In Newtonian fluids the relationship between shear rate and shear stress is linear and passes though the origin. Non-Newtonian fluids have a shear rate vs shear stress relationship which can be nonlinear and/or does not pass though the origin. A wide range natural flows present non-Newtonian properties including mudflows, debris flows, lahars, and snow avalanches. The USACE has well established hydraulic hydrologic tools for simulating Newtonian flows but the tools available for non-Newtonian flows are quite limited. Hyperconcentrated flows present physical present properties between clear-water and solid mass movements which complicate their computational modeling. Hyperconcentrations range from approximately 5-60%.
Most hydraulic and sediment transport simulations assume that the transporting fluid has "Newtonian" properties.

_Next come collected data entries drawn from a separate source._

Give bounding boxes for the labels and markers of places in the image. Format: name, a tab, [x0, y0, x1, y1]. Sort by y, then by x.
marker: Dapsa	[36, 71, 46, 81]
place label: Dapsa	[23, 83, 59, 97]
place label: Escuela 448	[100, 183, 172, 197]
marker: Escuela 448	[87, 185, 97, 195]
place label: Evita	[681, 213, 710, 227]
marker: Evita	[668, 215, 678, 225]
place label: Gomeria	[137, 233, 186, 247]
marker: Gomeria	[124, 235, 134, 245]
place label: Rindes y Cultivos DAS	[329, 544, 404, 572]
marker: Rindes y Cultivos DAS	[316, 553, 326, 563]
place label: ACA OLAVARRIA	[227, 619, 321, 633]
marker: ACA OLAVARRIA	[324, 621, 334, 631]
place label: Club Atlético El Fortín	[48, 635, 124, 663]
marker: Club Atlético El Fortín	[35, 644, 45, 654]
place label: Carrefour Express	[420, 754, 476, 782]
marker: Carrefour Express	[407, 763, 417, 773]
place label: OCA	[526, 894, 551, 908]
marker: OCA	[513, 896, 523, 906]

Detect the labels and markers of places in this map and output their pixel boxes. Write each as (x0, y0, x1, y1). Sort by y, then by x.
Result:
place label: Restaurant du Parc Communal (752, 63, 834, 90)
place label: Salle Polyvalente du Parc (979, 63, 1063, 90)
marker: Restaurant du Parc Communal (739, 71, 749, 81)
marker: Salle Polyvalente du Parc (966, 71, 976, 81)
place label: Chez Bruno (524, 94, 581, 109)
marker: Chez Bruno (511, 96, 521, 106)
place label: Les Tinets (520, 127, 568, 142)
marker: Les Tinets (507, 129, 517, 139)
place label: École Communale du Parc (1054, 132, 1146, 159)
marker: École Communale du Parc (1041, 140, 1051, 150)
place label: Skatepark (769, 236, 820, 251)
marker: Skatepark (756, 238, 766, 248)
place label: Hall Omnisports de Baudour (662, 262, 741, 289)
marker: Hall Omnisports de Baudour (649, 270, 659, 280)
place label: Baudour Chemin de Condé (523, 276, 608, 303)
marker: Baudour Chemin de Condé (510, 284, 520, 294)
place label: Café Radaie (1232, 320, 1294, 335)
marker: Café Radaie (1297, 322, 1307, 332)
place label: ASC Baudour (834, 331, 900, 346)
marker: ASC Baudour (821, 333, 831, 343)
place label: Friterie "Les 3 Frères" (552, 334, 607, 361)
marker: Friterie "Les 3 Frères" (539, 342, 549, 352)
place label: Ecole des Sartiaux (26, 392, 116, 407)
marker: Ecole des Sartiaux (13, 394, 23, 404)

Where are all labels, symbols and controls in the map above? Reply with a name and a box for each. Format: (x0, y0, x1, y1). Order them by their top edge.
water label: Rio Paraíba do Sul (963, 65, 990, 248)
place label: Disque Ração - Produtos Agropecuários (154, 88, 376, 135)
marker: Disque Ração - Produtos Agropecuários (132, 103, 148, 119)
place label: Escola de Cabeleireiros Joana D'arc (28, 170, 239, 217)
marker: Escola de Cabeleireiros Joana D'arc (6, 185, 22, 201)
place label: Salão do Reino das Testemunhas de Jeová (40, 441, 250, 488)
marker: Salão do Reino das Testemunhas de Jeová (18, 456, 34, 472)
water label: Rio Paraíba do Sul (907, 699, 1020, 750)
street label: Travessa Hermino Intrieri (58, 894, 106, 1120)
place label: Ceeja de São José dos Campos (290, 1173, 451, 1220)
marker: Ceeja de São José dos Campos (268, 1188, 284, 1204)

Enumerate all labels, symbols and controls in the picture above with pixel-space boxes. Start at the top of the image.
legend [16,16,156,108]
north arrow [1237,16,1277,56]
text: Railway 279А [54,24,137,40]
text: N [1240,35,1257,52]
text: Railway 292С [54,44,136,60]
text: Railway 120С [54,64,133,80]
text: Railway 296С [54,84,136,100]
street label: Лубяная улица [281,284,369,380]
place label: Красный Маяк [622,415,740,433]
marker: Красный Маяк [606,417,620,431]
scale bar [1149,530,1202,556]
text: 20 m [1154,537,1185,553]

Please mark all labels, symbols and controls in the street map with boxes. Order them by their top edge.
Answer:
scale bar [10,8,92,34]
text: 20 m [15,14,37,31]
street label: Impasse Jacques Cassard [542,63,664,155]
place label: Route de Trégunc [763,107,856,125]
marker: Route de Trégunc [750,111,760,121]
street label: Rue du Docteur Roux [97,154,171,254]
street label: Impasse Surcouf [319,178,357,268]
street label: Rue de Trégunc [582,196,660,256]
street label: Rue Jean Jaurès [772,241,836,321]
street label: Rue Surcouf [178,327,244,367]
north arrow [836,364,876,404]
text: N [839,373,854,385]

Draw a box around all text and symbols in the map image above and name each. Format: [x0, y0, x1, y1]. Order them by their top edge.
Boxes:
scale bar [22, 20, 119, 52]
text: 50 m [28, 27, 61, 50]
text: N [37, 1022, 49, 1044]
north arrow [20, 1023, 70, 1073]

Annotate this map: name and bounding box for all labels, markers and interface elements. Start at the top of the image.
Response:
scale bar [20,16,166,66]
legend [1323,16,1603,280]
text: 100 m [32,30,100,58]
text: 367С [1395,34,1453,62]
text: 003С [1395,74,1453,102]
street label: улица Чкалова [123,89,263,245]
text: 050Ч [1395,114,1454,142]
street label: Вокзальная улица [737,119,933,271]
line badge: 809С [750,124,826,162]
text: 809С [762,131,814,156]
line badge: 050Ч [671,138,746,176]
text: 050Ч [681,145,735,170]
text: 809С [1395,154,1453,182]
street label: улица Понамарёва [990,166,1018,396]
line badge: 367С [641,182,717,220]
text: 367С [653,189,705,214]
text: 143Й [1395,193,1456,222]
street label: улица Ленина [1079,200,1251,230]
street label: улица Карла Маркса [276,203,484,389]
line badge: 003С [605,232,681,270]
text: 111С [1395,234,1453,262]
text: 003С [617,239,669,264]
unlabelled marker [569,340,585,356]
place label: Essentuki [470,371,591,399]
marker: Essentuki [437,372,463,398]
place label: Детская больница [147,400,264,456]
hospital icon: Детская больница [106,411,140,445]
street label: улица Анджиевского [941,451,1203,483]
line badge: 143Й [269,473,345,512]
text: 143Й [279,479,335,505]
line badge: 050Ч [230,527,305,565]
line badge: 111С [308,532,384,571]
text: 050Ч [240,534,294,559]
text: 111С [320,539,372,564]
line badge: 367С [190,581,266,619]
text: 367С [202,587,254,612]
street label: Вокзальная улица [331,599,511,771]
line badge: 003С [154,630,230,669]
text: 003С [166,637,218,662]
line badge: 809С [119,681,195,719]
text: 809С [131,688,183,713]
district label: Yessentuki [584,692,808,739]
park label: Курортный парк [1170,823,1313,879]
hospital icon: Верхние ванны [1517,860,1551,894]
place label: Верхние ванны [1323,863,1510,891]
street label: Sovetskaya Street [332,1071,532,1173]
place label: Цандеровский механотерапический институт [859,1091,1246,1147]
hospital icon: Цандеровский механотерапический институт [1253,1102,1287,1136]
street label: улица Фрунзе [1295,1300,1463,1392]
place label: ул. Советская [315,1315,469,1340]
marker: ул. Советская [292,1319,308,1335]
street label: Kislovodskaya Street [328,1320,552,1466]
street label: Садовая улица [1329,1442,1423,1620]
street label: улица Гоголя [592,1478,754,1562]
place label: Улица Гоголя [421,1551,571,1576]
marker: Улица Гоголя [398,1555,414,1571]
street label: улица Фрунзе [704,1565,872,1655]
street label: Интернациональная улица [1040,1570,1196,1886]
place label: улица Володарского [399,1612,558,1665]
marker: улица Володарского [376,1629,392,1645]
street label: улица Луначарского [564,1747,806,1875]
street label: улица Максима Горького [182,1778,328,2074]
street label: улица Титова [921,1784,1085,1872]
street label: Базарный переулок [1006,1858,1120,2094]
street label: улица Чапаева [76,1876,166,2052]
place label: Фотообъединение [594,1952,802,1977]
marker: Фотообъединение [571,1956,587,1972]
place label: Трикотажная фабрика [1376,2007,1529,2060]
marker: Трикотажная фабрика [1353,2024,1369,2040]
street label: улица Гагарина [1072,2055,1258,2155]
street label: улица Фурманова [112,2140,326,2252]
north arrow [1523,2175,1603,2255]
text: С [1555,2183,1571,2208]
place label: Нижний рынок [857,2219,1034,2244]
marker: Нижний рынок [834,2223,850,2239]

A Newtonian Fluid has two properties,

  1. a linear stress-strain relationship and
  2. a zero stress-strain intercept.

This assumption appropriate for most fluids, including sediment laden fluids with volumetric concentrations up to 30%. However, as sediment concentrations increase, they begin to affect the fluid properties, which alter the stress-strain relationship. There are many constitutive equations describing the shear-strain relationship in literature which have had some degree of success for different situations. However, due to the complex nature of the fluid-solid mixtures, these equations and their parameters have a large degree of uncertainty.

The mathematical models used to simulate non-Newtonian flows may be classified as single- and two-phase models. Single-phase models describe the properties of the mixture and solve conservation equations for the mixture (e.g. Hergarten and Robl 2015; Hunger and McDougall 2009). Two-phase models consider the fluid and solid phases of the mixture and solve conservation equations for both the mixture and each phase (e.g. Bozhinskiy and Nazarov 200; Iverson and Denlinger 2001). The mathematical approaches developed in HEC-RAS follow a single-phase approach.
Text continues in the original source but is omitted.